Any recommendations from @novid homebound people re: best platform/procedure for me to watch movies/tv online with friends online? So far we've just been getting on a video call on one device and then hitting 'play' together on another. It's never really in sync....

jessica,

@ContraindiKate If one of you has a Plex server, you can stream and watch together: https://support.plex.tv/articles/watch-together/

mitch, to random
@mitch@posts.dumb.stuff.donaberger.xyz avatar

so we're all just gonna ignore that jack dorsey owns bsky, huh

jessica,

@mitch

Yeah, but, he's a good billionaire!

...

:blob_roll_eyes:

ShinyAmygdala, to random

So now we are at the point of rationing oatmeal.

I'm here laying in bed, trying to wind down and get my pain back down so I can fall asleep at a good hour, and I hear conflict coming from the kitchen because a teen got "too much" oatmeal from the fridge.

We have to ration all the food so everyone gets enough.

My partner has been prevented from working as much as we need them too because of harrassment from the landlord, the neonazis upstairs from us, and the fact that we kept getting sick from when the kids were in public school (we had to pull the kids out and go back to homeschooling, again).

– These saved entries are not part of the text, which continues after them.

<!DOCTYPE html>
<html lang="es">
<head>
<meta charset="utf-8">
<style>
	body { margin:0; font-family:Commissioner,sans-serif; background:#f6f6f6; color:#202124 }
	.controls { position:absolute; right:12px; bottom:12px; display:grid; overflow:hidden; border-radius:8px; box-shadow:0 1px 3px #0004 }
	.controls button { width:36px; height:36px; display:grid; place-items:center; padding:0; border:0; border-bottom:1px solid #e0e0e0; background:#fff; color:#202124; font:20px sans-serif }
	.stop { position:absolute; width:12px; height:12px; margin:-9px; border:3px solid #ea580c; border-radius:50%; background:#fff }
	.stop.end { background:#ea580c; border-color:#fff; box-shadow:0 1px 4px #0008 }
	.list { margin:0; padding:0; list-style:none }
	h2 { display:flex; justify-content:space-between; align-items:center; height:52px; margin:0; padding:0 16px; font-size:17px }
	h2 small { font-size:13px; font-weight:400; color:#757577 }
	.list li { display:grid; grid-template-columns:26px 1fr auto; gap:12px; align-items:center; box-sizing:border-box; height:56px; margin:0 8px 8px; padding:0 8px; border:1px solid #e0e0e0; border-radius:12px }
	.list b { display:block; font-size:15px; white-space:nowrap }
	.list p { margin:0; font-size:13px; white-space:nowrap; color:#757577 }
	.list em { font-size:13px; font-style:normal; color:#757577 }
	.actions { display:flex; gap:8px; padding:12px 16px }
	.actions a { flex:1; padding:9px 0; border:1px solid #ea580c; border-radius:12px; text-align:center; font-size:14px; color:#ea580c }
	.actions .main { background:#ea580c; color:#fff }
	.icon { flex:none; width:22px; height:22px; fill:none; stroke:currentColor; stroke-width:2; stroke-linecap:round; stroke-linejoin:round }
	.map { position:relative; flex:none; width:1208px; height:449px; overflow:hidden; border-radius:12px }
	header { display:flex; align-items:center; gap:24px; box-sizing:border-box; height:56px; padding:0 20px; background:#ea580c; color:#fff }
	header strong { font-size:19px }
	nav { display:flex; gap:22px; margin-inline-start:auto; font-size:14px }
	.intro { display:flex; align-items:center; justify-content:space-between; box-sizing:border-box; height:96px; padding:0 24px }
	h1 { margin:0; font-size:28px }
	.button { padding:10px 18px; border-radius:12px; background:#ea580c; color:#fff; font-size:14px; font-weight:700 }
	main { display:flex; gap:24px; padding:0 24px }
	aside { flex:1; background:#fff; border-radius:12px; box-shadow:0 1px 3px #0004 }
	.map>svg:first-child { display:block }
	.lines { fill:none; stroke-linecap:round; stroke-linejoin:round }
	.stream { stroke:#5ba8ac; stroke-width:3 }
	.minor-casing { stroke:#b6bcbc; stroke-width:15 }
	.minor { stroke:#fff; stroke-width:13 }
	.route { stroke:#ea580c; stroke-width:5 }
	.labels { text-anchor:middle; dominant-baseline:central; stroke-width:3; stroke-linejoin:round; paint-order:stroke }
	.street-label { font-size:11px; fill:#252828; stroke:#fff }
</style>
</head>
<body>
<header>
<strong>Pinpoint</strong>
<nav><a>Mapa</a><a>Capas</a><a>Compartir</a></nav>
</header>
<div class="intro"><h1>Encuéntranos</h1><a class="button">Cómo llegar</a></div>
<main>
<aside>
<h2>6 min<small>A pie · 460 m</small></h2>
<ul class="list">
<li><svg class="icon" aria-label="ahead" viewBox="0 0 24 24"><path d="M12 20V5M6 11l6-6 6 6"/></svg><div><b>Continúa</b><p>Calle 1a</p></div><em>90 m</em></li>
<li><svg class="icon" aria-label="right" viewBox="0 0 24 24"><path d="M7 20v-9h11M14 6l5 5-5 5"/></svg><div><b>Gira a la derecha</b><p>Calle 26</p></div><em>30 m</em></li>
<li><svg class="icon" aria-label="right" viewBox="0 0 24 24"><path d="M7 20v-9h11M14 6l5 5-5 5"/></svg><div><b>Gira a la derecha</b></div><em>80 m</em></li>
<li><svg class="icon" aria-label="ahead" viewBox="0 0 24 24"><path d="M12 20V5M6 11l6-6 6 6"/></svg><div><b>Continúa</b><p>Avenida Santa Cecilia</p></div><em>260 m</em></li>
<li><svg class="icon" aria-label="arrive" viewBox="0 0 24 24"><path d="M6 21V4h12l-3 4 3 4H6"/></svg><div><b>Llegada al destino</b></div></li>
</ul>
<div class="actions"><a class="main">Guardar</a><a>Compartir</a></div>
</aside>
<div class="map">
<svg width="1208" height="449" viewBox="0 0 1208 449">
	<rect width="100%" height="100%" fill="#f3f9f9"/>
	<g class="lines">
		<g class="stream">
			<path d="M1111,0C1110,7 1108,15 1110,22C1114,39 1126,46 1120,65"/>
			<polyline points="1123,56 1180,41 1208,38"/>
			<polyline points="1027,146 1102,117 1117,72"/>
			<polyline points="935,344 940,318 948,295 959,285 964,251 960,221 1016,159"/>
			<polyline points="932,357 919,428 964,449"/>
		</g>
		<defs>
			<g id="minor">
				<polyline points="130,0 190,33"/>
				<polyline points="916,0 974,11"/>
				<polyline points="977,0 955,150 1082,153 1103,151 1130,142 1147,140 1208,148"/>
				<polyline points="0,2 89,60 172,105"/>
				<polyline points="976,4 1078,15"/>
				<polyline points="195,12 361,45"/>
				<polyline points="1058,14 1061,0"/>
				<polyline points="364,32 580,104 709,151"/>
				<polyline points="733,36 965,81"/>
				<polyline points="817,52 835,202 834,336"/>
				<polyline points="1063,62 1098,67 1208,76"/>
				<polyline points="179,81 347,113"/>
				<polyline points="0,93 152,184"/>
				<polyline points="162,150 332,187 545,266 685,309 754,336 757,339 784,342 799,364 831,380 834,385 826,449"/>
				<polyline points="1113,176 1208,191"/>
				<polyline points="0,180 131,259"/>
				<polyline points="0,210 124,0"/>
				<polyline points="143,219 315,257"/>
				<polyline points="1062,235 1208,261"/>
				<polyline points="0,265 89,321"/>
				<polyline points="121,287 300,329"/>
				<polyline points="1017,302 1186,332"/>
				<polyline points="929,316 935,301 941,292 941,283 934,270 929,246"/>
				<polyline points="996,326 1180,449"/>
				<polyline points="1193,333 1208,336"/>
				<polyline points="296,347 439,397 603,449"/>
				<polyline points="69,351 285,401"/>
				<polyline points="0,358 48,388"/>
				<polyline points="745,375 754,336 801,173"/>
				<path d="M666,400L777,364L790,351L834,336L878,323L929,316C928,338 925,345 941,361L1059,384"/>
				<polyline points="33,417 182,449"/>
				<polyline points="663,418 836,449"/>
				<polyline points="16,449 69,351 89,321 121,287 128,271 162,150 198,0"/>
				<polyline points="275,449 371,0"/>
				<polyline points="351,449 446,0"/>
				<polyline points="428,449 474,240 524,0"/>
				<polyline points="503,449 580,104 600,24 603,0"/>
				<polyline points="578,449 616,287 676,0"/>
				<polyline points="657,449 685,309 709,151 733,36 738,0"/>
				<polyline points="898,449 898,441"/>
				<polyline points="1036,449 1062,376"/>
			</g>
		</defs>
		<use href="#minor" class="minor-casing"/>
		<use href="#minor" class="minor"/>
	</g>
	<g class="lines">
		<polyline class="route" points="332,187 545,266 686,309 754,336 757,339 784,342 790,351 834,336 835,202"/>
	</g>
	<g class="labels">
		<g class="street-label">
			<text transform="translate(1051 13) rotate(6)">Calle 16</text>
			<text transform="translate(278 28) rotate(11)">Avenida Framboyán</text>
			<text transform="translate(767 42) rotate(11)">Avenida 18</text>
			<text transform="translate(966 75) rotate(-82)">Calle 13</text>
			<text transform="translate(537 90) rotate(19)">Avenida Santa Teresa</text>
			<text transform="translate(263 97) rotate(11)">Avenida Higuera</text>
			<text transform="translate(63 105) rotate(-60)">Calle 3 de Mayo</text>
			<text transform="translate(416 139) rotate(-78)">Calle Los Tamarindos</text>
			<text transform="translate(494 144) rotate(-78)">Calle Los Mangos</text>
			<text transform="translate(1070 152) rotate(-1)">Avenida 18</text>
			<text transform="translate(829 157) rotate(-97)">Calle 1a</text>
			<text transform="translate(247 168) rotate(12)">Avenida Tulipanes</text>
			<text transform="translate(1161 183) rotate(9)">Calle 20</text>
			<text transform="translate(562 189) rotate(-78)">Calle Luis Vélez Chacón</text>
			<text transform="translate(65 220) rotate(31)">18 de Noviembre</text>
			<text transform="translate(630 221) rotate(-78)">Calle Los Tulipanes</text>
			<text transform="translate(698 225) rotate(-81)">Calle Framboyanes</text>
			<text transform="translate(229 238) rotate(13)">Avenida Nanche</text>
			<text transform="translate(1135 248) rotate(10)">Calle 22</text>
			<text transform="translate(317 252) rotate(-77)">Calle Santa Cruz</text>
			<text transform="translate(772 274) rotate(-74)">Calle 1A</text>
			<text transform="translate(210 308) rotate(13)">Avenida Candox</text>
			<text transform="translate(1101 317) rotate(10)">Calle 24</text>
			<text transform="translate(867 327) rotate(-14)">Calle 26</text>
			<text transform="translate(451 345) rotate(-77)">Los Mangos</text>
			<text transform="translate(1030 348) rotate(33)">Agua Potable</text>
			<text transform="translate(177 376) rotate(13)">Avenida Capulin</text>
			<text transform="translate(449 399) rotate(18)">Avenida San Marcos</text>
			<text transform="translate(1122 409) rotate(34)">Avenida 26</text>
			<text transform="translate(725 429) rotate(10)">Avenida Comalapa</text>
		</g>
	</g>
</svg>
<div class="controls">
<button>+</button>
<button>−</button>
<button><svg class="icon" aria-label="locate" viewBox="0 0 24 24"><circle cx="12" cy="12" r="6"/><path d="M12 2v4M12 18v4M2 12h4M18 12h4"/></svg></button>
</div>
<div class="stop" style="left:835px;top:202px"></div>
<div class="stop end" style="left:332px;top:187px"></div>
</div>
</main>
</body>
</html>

Our SNAP been cut again due to Social Security raising our benefits.

The food bank doesn't carry the food we need because we have lots of food allergies and dietary needs, and all the food banks have are wheat, sugar, peanut butter and dairy. 3 of us have wheat allergies and Celiacs, and 2 of us have a dairy allergy, 2 of us a peanut allergy. 2 of us can eat eggs, but the banks by us don't ever have eggs. The food banks don't even have canned veggies. The last food bank we went to had loaves of stale wheat bread, bitter half rotted squash, 2 yrs past expiry date cans of pumpkin, boxes of stove top stuffing, Capri Sun packets, potato chips, mac and cheese boxes, jug of milk, packs of craft cheese, peanut butter crackers-- that kind of stuff.

We are in a rural area and it's a food desert. The stores in town are the yuppy food stores and expensive.

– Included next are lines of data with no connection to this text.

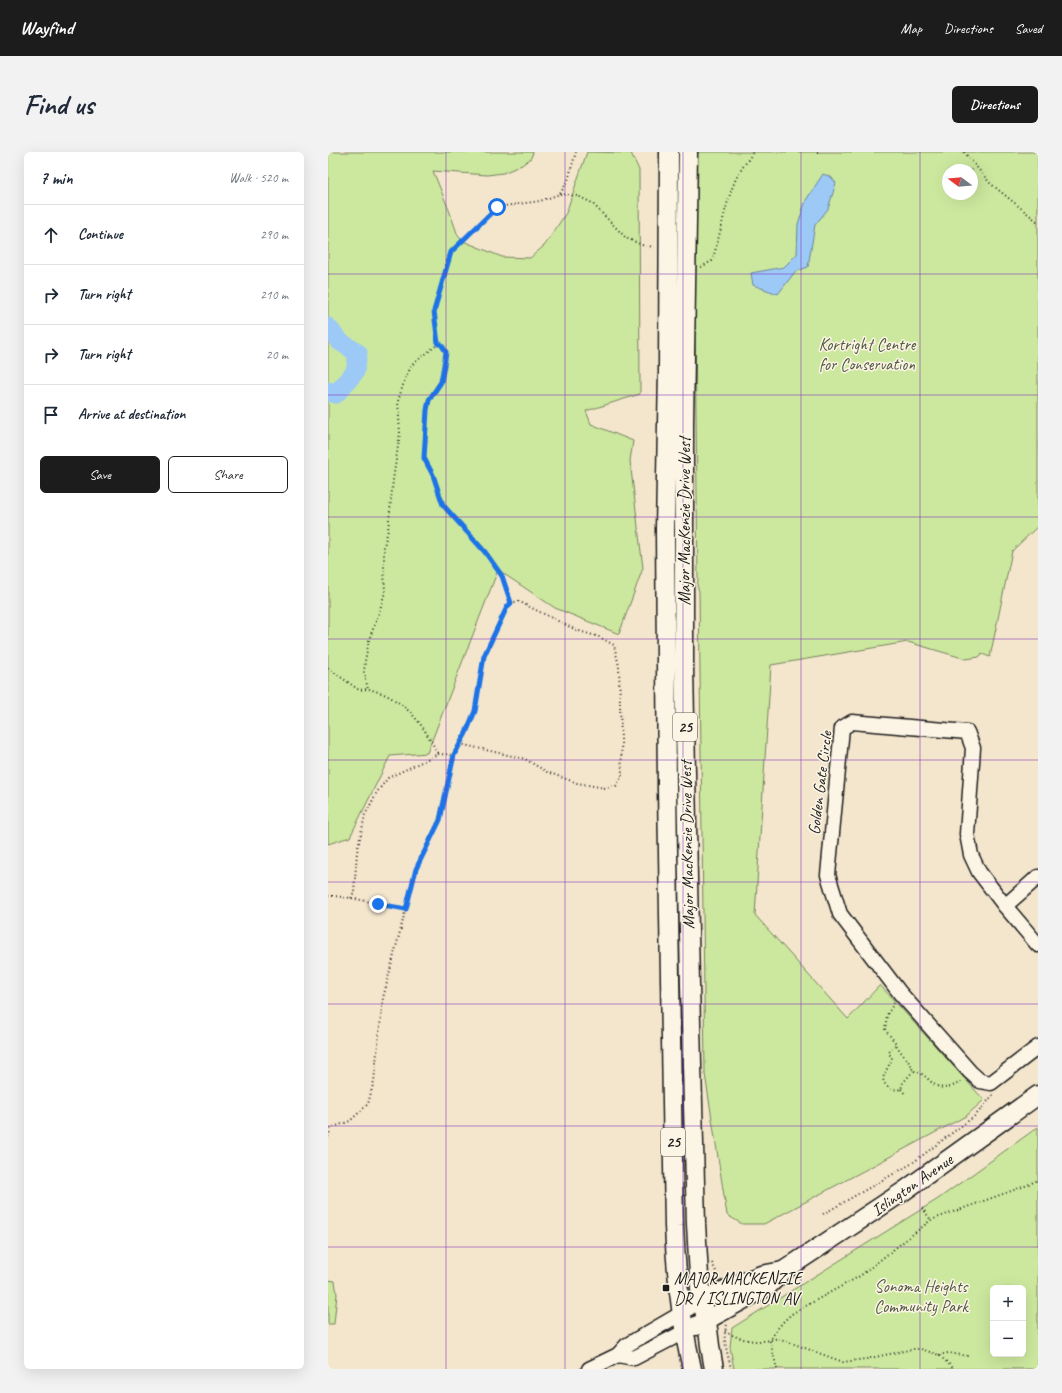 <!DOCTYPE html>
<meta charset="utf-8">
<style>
body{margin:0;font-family:Caveat,sans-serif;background:#f2f2f3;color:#1f2937}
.controls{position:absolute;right:12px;bottom:12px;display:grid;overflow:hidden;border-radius:6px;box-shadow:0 4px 16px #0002}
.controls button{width:36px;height:36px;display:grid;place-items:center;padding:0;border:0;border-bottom:1px solid #e0e1e3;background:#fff;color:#1f2937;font:20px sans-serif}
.compass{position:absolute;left:614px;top:12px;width:36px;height:36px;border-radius:50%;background:#fff;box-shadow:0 4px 16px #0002;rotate:286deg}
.stop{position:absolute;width:12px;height:12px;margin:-9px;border:3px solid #1a73e8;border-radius:50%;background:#fff}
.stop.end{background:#1a73e8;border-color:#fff;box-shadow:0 1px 4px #0008}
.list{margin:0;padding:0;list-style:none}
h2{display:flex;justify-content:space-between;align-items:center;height:52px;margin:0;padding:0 16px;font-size:17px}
h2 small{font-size:13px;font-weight:400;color:#747a83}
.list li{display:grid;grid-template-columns:26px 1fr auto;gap:12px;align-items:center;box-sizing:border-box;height:60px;padding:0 16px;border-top:1px solid #e0e1e3}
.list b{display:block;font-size:15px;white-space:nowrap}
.list em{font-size:13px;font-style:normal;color:#747a83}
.actions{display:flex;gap:8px;padding:12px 16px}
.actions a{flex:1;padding:9px 0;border:1px solid #1c1c1c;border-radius:6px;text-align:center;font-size:14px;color:#1c1c1c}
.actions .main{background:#1c1c1c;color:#fff}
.icon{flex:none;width:22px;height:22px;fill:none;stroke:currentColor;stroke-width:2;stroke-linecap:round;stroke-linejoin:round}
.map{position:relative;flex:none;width:710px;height:1217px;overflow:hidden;border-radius:6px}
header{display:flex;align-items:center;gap:24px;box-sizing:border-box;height:56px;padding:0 20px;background:#1c1c1c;color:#fff}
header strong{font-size:19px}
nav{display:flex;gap:22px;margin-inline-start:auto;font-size:14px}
.intro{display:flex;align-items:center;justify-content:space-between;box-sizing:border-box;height:96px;padding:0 24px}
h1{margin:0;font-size:28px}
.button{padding:10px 18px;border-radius:6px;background:#1c1c1c;color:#fff;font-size:14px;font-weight:700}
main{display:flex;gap:24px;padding:0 24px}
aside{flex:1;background:#fff;border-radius:6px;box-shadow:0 4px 16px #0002}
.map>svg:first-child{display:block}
.green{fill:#cce89e;stroke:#74825d;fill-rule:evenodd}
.water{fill:#9cc9f6;stroke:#69849f}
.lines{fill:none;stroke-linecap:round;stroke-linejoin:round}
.river{stroke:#9cc9f6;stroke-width:19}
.minor-casing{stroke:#1c1c1c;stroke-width:17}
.major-casing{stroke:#1c1c1c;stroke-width:21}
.path{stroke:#1c1c1c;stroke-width:2;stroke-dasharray:1 3;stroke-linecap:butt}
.minor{stroke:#fcf5e5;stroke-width:14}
.major{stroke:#fcf5e5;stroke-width:18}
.route{stroke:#1a73e8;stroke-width:5}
.grid{fill:none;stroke:#7b2cbf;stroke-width:1;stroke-opacity:0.55}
.poi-dot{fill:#1c1c1c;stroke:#fcf5e5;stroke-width:1.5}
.labels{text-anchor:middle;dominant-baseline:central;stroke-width:3;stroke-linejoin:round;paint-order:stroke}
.shield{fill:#fcf5e5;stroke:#5f5d58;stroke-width:1}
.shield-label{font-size:16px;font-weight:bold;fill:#1c1c1c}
.park-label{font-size:17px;fill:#515943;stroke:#fcf5e5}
.street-label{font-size:17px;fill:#1c1c1c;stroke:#fcf5e5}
.poi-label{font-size:17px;fill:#1c1c1c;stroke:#fcf5e5;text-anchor:start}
</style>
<header>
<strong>Wayfind</strong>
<nav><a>Map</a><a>Directions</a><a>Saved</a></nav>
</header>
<div class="intro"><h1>Find us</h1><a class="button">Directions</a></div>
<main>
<aside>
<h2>7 min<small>Walk · 520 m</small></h2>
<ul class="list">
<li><svg class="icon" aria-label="ahead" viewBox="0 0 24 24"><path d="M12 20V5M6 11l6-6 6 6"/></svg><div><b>Continue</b></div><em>290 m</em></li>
<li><svg class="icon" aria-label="right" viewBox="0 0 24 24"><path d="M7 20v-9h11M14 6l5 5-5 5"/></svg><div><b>Turn right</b></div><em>210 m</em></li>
<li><svg class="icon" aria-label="right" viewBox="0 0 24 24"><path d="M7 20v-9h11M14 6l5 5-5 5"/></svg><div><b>Turn right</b></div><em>20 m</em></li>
<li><svg class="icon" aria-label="arrive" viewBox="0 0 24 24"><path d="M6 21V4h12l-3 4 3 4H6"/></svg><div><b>Arrive at destination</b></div></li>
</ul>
<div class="actions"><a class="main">Save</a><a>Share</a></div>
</aside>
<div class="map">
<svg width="710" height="1217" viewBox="0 0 710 1217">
<rect width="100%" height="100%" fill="#f4e6cd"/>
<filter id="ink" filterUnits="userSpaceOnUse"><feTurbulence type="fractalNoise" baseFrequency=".025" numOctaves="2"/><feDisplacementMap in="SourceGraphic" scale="8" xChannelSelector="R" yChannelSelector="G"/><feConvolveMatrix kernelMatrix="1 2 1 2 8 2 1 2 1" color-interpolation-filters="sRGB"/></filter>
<g filter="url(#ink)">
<g class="green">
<path d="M0 0H205L203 6 194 13 175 21 159 23 105 19 121 58 130 84 135 89 174 105 202 106 217 93 238 61 259 0 303 1 311 18 312 242 258 259 263 272 305 289 302 309 315 416 291 482 227 456 170 418 99 601 62 604 22 685 0 692Z"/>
<path d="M365 0H710V374L684 399 662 505 654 502 651 505 638 507 580 490 443 513 427 763 520 867 552 833 656 948 638 964 436 1072H414L399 1063 377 922 371 439 369 434 370 429ZM620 18H644V42H620Z"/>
<path d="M710 975V1217H406L402 1195 404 1176 610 1047ZM665 1136H695V1202H665Z"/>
<path d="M0 1128 7 1129 9 1142 6 1172H0Z"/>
</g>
<path class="water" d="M495 22 503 25 508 31 500 57 487 73 480 115 467 120 450 142 425 133 423 121 456 115 469 102 470 72 478 48Z"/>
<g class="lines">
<path class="river" d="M0 175 11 189 30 201 27 220 8 242 0 239"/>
<defs>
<g id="minor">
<path d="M677 754 710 725"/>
<path d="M710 793 677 754 651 720 643 703 639 682 645 596 639 580 524 570 514 576 500 723 512 762 572 841 642 920 652 929 663 931 710 895"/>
<path d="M290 1203 306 1206 356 1180"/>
<path d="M261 1217 290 1203 299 1193 354 1161 373 1148"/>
</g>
<g id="major">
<path d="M341 0 340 219 337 378 339 638 346 1074C348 1122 353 1170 364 1217"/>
<path d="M360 0 356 271V515L362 833 368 1072 371 1124 373 1148 379 1169 382 1194 386 1217"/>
<path d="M373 1148 433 1123 455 1119"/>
<path d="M368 1174 440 1134 455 1119 576 1039 710 943"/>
</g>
</defs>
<use href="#minor" class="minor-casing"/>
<use href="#major" class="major-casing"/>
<g class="path">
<path d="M489 0H490"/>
<path d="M636 0 662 31 710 70"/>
<path d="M232 42 250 44 264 51 298 86 314 93 326 95"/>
<path d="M373 115 384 109C393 82 396 55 407 29 411 19 420 9 425 0"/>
<path d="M110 192 106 159 123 100 169 55 212 49 232 42 240 28 248 0"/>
<path d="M0 516 31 538 40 537 36 520 37 509 41 488 51 461 57 440 56 417V394L60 378 65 328 72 281 70 249 78 224 85 212 110 192H113L118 200 117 213 113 230 101 248 99 259 96 306 105 323 115 353 157 400 174 424 183 451"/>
<path d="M41 537C47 539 55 541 62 545 87 560 97 577 110 602"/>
<path d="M0 744H6L23 746 78 757"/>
<path d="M23 746 26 740 29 700 37 663 49 640 60 626 110 602 125 603"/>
<path d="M566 851 559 863 557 877 559 880 567 890 570 896 583 913 585 919C601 920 603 940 622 935 627 933 630 932 634 929"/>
<path d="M567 893 561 900V902L564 905C563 915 548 926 560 935 564 938 568 938 573 937L575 931 585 919"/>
<path d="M573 937 578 943"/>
<path d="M0 985 3 976 22 969 40 952 46 929 55 846 88 717 111 668 125 603 138 581 147 559 156 504 179 455 183 451 190 449 248 478 271 485 286 493 291 514 294 624 288 634 277 636 249 631 219 620 197 607 132 592"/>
<path d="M594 1056 603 1068"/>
<path d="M495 1062 583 1012 648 963 665 943"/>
<path d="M384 1111 391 1126"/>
<path d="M399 1173C393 1185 401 1205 403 1217"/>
<path d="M397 1179C413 1189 432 1192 450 1186L515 1210 538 1207 585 1197H593L611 1203 626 1217"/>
<path d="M611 1203 620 1201 640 1204"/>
<path d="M449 1217 442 1189C448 1177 455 1169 465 1161L532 1124 603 1068 697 1034 710 1028"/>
</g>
<use href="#minor" class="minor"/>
<use href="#major" class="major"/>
</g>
</g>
<g class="lines" filter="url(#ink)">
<path class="route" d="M50 752 78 757 88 717 112 668 126 603 138 581 147 559 156 504 179 455 183 451 174 424 157 400 115 353 105 323 96 306 99 258 101 248 113 230 116 213 118 200 113 192H110L106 159 123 100 169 55"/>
</g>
<path class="grid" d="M118 0V1217M237 0V1217M355 0V1217M473 0V1217M592 0V1217M0 122H710M0 243H710M0 365H710M0 487H710M0 608H710M0 730H710M0 852H710M0 974H710M0 1095H710"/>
<rect class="poi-dot" x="334" y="1132" width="8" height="8" rx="2"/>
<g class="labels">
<g class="shield">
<rect x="345" y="561" width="24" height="28" rx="3"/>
<rect x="333" y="976" width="24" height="28" rx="3"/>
</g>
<g class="shield-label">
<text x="357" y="575">25</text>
<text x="345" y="990">25</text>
</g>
<g class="park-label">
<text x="539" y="192">Kortright Centre<tspan x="539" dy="20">for Conservation</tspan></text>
<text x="593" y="1134">Sonoma Heights<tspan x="593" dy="20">Community Park</tspan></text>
</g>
<g class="street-label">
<text transform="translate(356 369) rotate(-90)">Major MacKenzie Drive West</text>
<text transform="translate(492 631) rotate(-83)">Golden Gate Circle</text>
<text transform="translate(359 693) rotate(-91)">Major MacKenzie Drive West</text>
<text transform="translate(584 1033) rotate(-35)">Islington Avenue</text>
</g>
<g class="poi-label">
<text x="346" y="1126">MAJOR MACKENZIE<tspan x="346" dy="20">DR / ISLINGTON AV</tspan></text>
</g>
</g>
</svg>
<div class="controls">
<button>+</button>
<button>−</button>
</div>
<svg class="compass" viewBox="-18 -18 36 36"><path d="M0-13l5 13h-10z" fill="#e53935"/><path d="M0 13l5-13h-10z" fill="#747a83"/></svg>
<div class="stop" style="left:169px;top:55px"></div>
<div class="stop end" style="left:50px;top:752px"></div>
</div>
</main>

I already don't eat as much as I need to because I save it all for the kids. They are going through growth spurts and need to constantly eat. I wish we had enough

jessica,

@ShinyAmygdala I'm so sorry, it hurts that this is happening in one of the world's wealthiest countries. I don't understand how society has just accepted that situations like yours is fine.

Sending hugs, love, and strength.

RolloTreadway, to sandwiches
@RolloTreadway@beige.party avatar

You know those cheap barely-flavoured tortilla chips in the supermarket? Put them in any hot sandwich. Crunch makes every sandwich better. Trust me on this.